Reconnect with a purpose: Write down commitment dates for engaging in hobbies or causes that set our heart on fire but have been sacrificed.
“I am overwhelmed and don’t know if I can even begin,” is a warning that our well-being is at stake. Take baby steps. We are significant and deserve to find wholeness again.
Heather Wells is the executive director of Brain Balance of Southlake and Mansfield. For more information, call 682-400-4930 or [email protected]
We are continually inundated with information; much of it unsettling, with COVID-19 developments and economic forecasts evolving each day.
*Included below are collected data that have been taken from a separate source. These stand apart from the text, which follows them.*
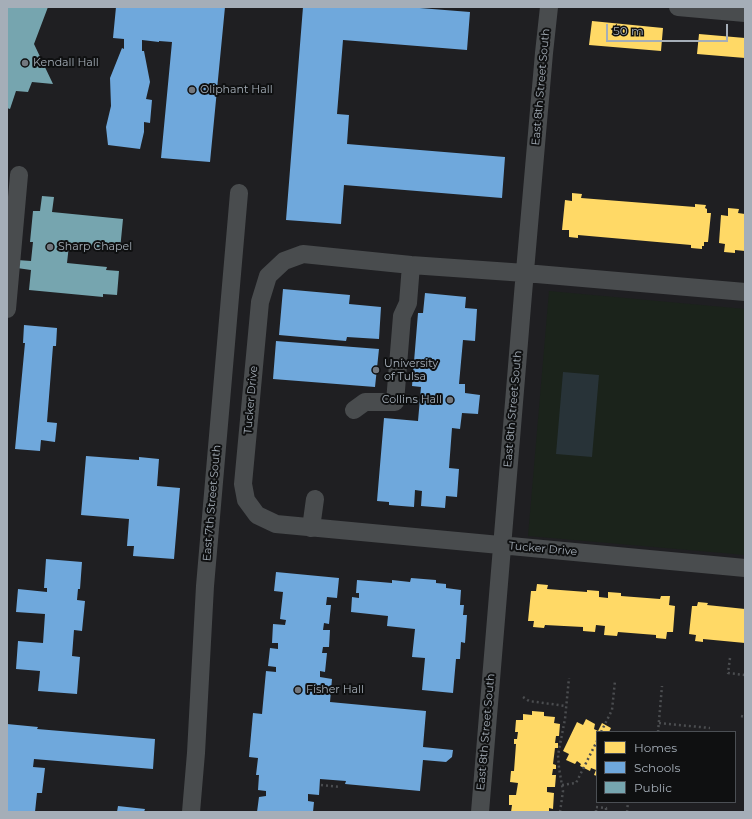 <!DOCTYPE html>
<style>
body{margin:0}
#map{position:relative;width:752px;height:819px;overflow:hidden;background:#151515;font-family:Montserrat,sans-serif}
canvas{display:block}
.frame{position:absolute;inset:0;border:8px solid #a5aeb8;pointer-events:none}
.legend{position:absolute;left:596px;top:731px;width:140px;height:72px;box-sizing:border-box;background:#0f1011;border:1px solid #4b4f54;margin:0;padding:5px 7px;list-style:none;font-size:12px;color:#a5aeb8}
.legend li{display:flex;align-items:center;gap:8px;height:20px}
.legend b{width:20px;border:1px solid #4b4f54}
.scale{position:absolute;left:606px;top:24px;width:122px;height:18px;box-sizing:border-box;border:2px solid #a5aeb8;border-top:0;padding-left:5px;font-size:12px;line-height:14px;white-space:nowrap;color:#a5aeb8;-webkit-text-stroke:3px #0f1011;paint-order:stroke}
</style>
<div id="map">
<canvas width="752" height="819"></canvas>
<div class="frame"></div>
<ul class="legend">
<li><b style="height:11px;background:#ffd966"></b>Homes</li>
<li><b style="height:11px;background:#6fa8dc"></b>Schools</li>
<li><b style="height:11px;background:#76a5af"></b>Public</li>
</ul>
<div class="scale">50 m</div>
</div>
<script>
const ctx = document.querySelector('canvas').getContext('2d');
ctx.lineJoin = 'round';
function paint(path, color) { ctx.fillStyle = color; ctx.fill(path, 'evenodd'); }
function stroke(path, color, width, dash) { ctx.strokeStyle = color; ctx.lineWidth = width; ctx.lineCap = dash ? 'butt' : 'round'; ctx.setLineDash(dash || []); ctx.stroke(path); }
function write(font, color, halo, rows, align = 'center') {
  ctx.font = font + ' Montserrat,sans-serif'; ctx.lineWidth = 4; ctx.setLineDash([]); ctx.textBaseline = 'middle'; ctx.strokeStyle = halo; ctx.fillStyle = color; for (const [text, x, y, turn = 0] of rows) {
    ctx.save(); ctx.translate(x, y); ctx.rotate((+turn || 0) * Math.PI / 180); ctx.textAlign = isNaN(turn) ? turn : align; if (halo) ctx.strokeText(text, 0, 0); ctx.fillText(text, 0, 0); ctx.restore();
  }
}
paint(new Path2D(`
 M 7,7 L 745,7 L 745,812 L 7,812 ZM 597,732 L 735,732 L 735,802 L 597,802 Z`), '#1f1f22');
paint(new Path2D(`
 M 549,291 L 745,309 L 745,555 L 528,536 Z`), '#1b231b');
paint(new Path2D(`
 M 563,372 L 599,375 L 592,457 L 556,454 Z`), '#283338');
paint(new Path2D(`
 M 592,21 L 663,28 L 661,51 L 589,45 Z
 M 699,34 L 745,38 L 745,58 L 697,54 Z
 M 572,193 L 582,194 L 581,198 L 695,207 L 695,204 L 706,205 L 705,208 L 707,209 L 707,213 L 711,213 L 708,242 L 704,242 L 704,246 L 702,246 L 702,249 L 691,248 L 691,245 L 578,235 L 578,238 L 569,237 L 569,230 L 562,230 L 565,200 L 572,201 Z
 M 728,208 L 739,209 L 738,213 L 745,214 L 745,251 L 735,250 L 735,253 L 724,252 L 725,244 L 719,243 L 721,215 L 728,216 Z
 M 537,584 L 548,585 L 547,589 L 587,592 L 587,590 L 599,591 L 599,597 L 608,598 L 608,592 L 621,593 L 621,596 L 660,599 L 661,596 L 670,596 L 669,605 L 675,606 L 673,632 L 667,632 L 666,639 L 656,638 L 656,635 L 618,632 L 617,636 L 604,635 L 605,626 L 596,625 L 595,632 L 583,631 L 583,627 L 545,625 L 544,628 L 533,627 L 534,621 L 528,621 L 531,591 L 536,591 Z
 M 698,602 L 708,603 L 707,605 L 745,609 L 745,643 L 703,639 L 703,642 L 695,641 L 696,635 L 689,634 L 692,606 L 697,606 Z
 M 532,711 L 544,712 L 544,716 L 555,717 L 554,723 L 560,724 L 559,736 L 556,736 L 555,743 L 558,743 L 558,748 L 555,748 L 553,764 L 556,765 L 556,769 L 553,769 L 552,775 L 556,775 L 555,787 L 547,787 L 547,792 L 554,793 L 553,809 L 549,808 L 549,812 L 511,812 L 512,805 L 509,805 L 509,795 L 516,795 L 518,783 L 510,782 L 511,771 L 514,771 L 516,744 L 514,744 L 514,739 L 517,739 L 518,732 L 515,732 L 516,720 L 523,720 L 523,714 L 532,715 Z
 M 586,719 L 595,724 L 594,729 L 598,731 L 602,723 L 611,728 L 609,732 L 597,732 L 597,776 L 594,775 L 596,770 L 591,768 L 590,771 L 580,766 L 581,764 L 577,761 L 575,764 L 566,760 L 569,754 L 563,751 L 577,722 L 583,725 Z`), '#ffd966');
paint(new Path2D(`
 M 116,7 L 225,7 L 210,162 L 161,158 L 172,42 L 159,41 L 159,42 L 142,40 L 142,51 L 144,51 L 150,82 L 146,99 L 152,100 L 150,123 L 144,122 L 144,132 L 140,149 L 108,145 L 106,127 L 111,106 L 110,78 L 122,48 L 124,49 L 124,39 L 113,38 Z
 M 303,7 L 407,7 L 470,12 L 467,50 L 343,40 L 337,114 L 349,115 L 347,144 L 505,157 L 502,198 L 344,185 L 341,224 L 286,220 Z
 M 283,289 L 350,295 L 349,304 L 381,307 L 379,339 L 347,337 L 346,341 L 279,335 Z
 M 425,293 L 466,297 L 465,308 L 477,309 L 475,341 L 463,340 L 459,384 L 465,384 L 465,393 L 480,395 L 478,414 L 462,413 L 460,429 L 452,428 L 449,468 L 459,469 L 457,497 L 446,496 L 445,508 L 421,506 L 422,491 L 415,490 L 414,507 L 389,505 L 389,502 L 377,501 L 384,418 L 418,421 L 421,387 L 412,386 L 418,313 L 423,313 Z
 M 24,325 L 57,328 L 56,346 L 53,346 L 47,422 L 57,423 L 55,442 L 41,440 L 40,451 L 15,449 L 25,343 L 23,343 Z
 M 276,341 L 379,349 L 375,387 L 273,379 Z
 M 86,456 L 139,460 L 139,457 L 159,459 L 157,486 L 180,488 L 174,559 L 133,556 L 134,546 L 127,546 L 129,519 L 81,515 Z
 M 46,559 L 82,562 L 80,589 L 78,589 L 77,600 L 85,601 L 82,631 L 74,630 L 72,656 L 80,657 L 77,694 L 38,691 L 40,671 L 16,669 L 18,641 L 43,643 L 45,614 L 16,612 L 18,589 L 47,592 L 47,588 L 44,588 Z
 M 276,572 L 339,578 L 337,598 L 327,597 L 326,605 L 331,605 L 329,624 L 324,623 L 323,630 L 330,630 L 329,647 L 323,647 L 322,653 L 327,653 L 325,672 L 320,671 L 320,677 L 332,679 L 330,702 L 426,711 L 423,747 L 453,750 L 452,757 L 446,762 L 423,760 L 420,791 L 345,784 L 346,781 L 320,779 L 319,795 L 308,794 L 308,801 L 314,802 L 313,812 L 257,812 L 259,797 L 266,796 L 266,791 L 258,790 L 259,775 L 256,775 L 258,758 L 249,757 L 253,713 L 262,714 L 266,671 L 276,672 L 276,667 L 268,666 L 270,648 L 278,649 L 278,643 L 272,643 L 273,624 L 285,625 L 286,620 L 280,619 L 283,592 L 274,591 Z
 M 411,578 L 436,580 L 436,583 L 446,584 L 446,588 L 461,590 L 460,605 L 464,605 L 463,615 L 467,615 L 465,643 L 461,642 L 460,659 L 456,659 L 453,693 L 422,690 L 425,658 L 412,657 L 415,629 L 387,626 L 388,616 L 351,612 L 352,597 L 359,598 L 359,593 L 356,593 L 357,580 L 392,583 L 392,580 L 410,582 Z
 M 7,724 L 38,727 L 37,729 L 155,739 L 153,769 L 34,759 L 33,767 L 45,768 L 42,793 L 37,793 L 35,812 L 7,812 Z
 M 118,806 L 145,809 L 144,812 L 117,812 Z`), '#6fa8dc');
paint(new Path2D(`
 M 7,7 L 48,7 L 34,44 L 53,84 L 32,82 L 28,92 L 16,91 L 10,109 L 7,108 Z
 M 42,196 L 54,197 L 52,212 L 123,219 L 120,250 L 69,245 L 67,263 L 107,267 L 106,270 L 119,271 L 117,295 L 103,294 L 103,297 L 29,290 L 31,270 L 17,268 L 17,260 L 31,261 L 33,242 L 30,242 L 33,211 L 40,211 Z`), '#76a5af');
stroke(new Path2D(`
 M 730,658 L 728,673 L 745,675
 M 523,697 L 529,701 L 566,706
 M 741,716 L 745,717
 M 659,723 L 710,728
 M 601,732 L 612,710 L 615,681
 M 658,732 L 662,686
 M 321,785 L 341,787
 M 562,785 L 576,783 L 597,741
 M 560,812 L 563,791 L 559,768 L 558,755 L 565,719 L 569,678
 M 596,812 L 596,807 L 606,808 L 606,812
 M 627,812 L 628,802`), '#4b4d50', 2.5, [2, 3]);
stroke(new Path2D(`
 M 678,7 L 745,13
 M 745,292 L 525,273 L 411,265 L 303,254 L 284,261 L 268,276 L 260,302 L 243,484 L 246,500 L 257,515 L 276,524 L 745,568
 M 7,309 L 19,175
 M 354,410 L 365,402 L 395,402 L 402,316 L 408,303 L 411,265
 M 311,528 L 315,499
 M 191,812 L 196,753 L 205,586 L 239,193
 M 480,812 L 523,294 L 544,53 L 549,7`), '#494c4e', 18);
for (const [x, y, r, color] of [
 [25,63,4,"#73787f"],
 [192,90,4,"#73787f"],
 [50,247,4,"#73787f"],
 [376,370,4,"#73787f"],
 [450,400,4,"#73787f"],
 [298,690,4,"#73787f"]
]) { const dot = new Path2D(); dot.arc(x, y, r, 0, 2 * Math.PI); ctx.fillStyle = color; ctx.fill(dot); stroke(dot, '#0f1011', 1.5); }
write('11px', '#a5aeb8', '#0f1011', [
 ["Kendall Hall",33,63],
 ["Oliphant Hall",200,90],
 ["Sharp Chapel",58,247],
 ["University",384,364],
 ["of Tulsa",384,377],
 ["Collins Hall",442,400,"right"],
 ["Fisher Hall",306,690]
], 'left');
write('11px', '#a5aeb8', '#0f1011', [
 ["East 8th Street South",541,87,-85],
 ["Tucker Drive",251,400,-85],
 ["East 8th Street South",513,409,-85],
 ["East 7th Street South",212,503,-85],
 ["Tucker Drive",543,549,5],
 ["East 8th Street South",486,732,-85]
]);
</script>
Many of us have become news junkies, glued to our screens as we try to make sense of it all. We are continually stuffing ourselves with information. Too much of it overloads the brain, impeding brain efficiency, mental alertness, decision-making and fluid intelligence. And the more we take in, the shallower our thinking, the lower our logical reasoning ability and the less likely we are to act wisely.
In effect, our mental agility and active decision-making capacity get mired by having to sift through excessive data. To make matters worse, much of the news is negative and frightening—and that increases our cortisol (stress) levels and builds counterproductive pathways in the brain, hindering our ability to regulate fear and anxiety, as well as our capacity to imagine a better future.
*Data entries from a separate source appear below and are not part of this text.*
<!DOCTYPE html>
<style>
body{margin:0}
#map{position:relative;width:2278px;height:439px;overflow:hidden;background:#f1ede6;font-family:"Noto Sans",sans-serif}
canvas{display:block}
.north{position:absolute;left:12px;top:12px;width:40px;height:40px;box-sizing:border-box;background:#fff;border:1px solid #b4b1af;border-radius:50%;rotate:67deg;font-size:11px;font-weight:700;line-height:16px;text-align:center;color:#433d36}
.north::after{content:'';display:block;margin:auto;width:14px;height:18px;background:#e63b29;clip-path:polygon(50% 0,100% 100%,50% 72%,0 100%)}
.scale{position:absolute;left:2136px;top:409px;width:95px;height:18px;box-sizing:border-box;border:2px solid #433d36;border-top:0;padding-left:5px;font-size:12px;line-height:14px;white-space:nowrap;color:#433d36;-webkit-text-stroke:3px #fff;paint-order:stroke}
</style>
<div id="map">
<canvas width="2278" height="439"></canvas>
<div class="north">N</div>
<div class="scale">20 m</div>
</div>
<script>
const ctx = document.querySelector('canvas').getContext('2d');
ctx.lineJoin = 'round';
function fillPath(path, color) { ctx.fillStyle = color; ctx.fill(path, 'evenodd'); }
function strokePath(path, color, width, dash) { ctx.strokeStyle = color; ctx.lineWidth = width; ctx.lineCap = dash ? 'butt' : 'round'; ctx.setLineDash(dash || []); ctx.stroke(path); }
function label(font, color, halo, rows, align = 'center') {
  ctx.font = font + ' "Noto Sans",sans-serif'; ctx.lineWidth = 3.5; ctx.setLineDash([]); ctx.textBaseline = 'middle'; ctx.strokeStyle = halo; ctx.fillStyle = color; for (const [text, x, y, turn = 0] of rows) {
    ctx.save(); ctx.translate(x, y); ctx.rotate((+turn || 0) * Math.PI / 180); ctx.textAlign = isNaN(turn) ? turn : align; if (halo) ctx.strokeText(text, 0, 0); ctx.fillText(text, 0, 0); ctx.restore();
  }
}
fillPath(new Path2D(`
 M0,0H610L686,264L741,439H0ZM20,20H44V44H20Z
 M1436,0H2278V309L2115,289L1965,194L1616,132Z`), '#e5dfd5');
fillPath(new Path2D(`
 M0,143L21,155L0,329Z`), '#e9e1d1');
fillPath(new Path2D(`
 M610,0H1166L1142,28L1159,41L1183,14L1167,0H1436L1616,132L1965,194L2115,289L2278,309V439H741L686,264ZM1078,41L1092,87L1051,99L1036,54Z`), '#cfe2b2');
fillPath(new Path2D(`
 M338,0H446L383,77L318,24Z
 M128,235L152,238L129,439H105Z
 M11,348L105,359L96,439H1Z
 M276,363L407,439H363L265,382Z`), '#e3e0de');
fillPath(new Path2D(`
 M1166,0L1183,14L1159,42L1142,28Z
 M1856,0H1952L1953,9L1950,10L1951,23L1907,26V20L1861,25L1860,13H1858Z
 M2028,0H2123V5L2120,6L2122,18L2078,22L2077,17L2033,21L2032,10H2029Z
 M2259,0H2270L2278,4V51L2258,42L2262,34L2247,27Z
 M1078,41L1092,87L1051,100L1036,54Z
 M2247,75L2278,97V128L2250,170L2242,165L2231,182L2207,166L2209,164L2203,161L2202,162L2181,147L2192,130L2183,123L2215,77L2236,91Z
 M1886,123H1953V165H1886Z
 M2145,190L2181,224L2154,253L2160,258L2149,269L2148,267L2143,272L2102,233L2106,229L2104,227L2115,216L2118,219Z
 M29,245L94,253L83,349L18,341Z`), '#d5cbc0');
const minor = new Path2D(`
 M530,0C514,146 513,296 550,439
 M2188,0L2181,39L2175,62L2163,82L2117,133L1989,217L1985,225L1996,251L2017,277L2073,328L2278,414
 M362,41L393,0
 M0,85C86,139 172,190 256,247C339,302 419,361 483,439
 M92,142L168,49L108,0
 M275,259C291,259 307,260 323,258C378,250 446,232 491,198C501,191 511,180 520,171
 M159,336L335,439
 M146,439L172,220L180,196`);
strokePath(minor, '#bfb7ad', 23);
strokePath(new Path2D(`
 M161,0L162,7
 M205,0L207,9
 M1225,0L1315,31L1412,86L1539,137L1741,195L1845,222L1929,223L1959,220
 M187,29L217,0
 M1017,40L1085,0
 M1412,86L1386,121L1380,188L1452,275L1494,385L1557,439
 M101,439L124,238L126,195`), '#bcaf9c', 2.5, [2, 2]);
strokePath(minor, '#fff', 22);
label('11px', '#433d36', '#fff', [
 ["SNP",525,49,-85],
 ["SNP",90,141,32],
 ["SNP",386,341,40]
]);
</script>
The key to staying informed and brain health is to limit what we take in. The brain responds more effectively when presented with bite-size amounts of objective information that allow us to weigh both sides.
We can feed our brain and strengthen the right neural connections by putting ourselves on a healthy “information diet”. Ration daily intake of negative news; for example, set a time in the morning and early evening to turn off news notifications on all devices for the rest of the day. Nourish the brain by consuming positive stories and having non-COVID conversations at mealtimes. Treat ourselves to some “dessert” by imagining days beyond this time. This kind of possibility thinking actually helps us stay resourceful and flexible in a changing environment.
It’s a paradox that more information can make us less able to process, understand and act, but the science is clear.